Diktats numériques et traçabilité poussés à leur paroxysme, villes entièrement privatisées comme dans Les Furtifs : être écrivain de SF, c’est être lanceur d’alerte ?

Comme tu mets en scène le pire, oui, lancer des alertes est le premier rôle historique de la SF. Puis ce rôle doit se compléter par l’idée qu’on est des lanceurs de pistes, de fenêtres, de clairières, d’ouvertures, de sentiers, d’autres possibilités d’existence, en même temps qu’on montre le cauchemar vers lequel on fonce. Les deux aspects sont indispensables. Dans mon travail, j’essaie de réduire les prospectives cauchemardesques, de les mettre plutôt en arrière-plan, et de développer et d’explorer ce qu’on peut faire d’autre : du postcapitalisme, du postnumérique, de la low tech, de l’économie du gratuit. En bref, plein de choses qui n’existent pratiquement pas aujourd’hui.

L’imaginaire, les romans de SF peuvent aider à développer de nouveaux moyens de militer ?

La SF tient un rôle de préparateur d’imaginaire et de récits, qui laisse voir et rend visible un autre monde possible, un monde qui ne fonctionne pas sur les paradigmes qui sont les nôtres aujourd’hui. Ce travail d’invention et de prospective n’est pas juste d’écrire trois concepts dans un essai, mais de faire vivre des personnages à l’intérieur de ces mondes-là : le lecteur les voit réagir, interagir et se construit une mémoire d’un vécu simulé. Par exemple dans Les Furtifs, je pose l’idée de « la Céleste », un groupe de militants qui invente un mode de vie communautaire en utilisant les toits pour collecter de l’eau, mettre des éoliennes et des panneaux solaires, qui fait des ateliers pour les enfants, crée des rues aériennes où l’on se déplace de tyrolienne en tyrolienne, réinvente la ville par les toits. Si un jour des gens un peu grimpeurs dans l’âme ou parapentistes se rappellent « la Céleste », ils seront peut-être prêts à investir les toits. Le philosophe Yves Citton parle de préscénarisation des comportements. Je me sens une grosse responsabilité sur la qualité et la désirabilité de ces types de scénarios, je veux donner envie aux gens de le faire.

Que peut-on dire de la place de l’écologie dans la SF ?
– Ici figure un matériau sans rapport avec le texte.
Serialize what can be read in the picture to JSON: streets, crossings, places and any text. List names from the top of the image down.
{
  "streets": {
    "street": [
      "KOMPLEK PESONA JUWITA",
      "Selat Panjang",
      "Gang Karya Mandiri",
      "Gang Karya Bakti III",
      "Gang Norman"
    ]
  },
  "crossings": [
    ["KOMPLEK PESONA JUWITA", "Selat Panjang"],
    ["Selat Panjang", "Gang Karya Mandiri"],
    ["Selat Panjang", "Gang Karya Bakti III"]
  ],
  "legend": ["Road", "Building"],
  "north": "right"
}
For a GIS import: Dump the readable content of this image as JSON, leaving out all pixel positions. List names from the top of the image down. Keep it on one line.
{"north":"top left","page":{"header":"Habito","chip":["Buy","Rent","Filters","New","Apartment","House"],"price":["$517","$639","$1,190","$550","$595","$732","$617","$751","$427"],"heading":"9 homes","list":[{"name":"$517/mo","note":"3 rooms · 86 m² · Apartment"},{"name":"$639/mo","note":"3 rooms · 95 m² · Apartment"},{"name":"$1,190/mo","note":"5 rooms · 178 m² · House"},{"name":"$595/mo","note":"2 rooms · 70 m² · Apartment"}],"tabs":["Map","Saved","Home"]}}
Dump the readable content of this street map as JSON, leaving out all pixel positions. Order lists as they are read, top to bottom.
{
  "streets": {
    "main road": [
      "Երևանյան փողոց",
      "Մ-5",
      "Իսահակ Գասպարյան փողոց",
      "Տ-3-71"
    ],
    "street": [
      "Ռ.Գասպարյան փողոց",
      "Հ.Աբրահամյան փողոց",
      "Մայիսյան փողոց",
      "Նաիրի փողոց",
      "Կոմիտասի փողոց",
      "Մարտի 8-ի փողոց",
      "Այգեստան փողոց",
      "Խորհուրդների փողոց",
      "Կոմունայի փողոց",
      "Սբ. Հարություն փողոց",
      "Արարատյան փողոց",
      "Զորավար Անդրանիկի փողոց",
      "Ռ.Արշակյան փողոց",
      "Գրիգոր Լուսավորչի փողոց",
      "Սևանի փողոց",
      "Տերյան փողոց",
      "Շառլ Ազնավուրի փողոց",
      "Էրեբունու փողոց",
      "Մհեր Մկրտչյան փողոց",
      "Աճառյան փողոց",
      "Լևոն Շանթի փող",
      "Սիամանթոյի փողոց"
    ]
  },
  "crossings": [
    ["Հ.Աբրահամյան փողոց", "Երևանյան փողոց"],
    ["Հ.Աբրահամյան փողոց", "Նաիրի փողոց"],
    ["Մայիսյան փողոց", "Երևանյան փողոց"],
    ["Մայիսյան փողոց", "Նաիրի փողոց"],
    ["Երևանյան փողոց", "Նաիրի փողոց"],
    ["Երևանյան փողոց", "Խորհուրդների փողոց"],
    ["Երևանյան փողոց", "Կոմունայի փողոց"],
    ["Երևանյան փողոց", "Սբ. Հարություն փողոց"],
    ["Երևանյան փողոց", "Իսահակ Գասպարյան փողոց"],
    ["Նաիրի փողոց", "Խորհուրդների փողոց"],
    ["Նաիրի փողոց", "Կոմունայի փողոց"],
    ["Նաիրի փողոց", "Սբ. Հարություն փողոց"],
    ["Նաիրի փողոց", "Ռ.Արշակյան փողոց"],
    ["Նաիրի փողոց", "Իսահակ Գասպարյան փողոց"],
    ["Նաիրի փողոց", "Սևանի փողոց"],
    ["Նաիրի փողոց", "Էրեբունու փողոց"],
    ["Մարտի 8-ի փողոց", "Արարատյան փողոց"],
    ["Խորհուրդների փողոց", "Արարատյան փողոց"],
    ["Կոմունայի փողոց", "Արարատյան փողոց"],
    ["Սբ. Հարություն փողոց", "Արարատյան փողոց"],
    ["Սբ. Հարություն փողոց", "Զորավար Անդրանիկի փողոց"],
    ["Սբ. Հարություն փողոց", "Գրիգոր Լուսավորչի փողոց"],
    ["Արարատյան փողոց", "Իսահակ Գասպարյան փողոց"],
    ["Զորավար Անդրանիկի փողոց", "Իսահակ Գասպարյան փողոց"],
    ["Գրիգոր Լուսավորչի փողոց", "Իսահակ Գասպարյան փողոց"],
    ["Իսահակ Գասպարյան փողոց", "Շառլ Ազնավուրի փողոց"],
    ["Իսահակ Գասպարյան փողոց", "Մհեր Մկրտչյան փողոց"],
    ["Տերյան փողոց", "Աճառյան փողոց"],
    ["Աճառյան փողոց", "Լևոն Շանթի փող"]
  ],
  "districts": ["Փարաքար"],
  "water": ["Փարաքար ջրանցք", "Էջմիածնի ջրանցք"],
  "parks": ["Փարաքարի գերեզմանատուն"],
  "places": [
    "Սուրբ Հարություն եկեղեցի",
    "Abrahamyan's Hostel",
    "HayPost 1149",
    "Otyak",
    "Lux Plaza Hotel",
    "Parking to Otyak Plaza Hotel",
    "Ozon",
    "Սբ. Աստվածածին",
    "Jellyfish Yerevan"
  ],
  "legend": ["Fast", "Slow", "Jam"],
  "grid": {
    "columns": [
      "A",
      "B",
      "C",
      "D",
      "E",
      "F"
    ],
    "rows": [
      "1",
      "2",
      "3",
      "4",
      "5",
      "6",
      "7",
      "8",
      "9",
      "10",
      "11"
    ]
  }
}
On est sorti d’une technoscène cyberpunk caractérisée par le couplage avec la machine, qui était vue comme une force de libération, pour revenir à une réarticulation avec le vivant, un peu plus loin que l’écologie, qui vise à faire de la nature une espèce de sanctuaire. Il s’agit plutôt d’intensifier nos liens avec les espèces animales, végétales, avec les biotopes, avec les écosystèmes, réapprendre à habiter comme un vivant parmi les vivants, à en tirer une vitalité qu’on a perdue. Ça, je le sens devenir très fort, même dans les luttes sociales anticapitalistes. Il y a un effet de convergence avec les luttes écologiques. La SF française est très portée là-dessus, notamment le collectif Zanzibar, dont je fais partie. Donc on va vers le biopunk ou le zoopunk, ou encore l’écopunk. C’est l’idée que l’émancipation viendra à partir du moment où le bonheur est d’être lié à son environnement, de l’énergie qu’on peut tirer d’une forêt, d’un maquis, d’un rapport avec les animaux, d’une compréhension de leur comportement… Pour moi, l’écologie dans la SF est son horizon, son point de fuite.

Donc l’idéologie développée dans le mouvement cyberpunk, c’est fini ?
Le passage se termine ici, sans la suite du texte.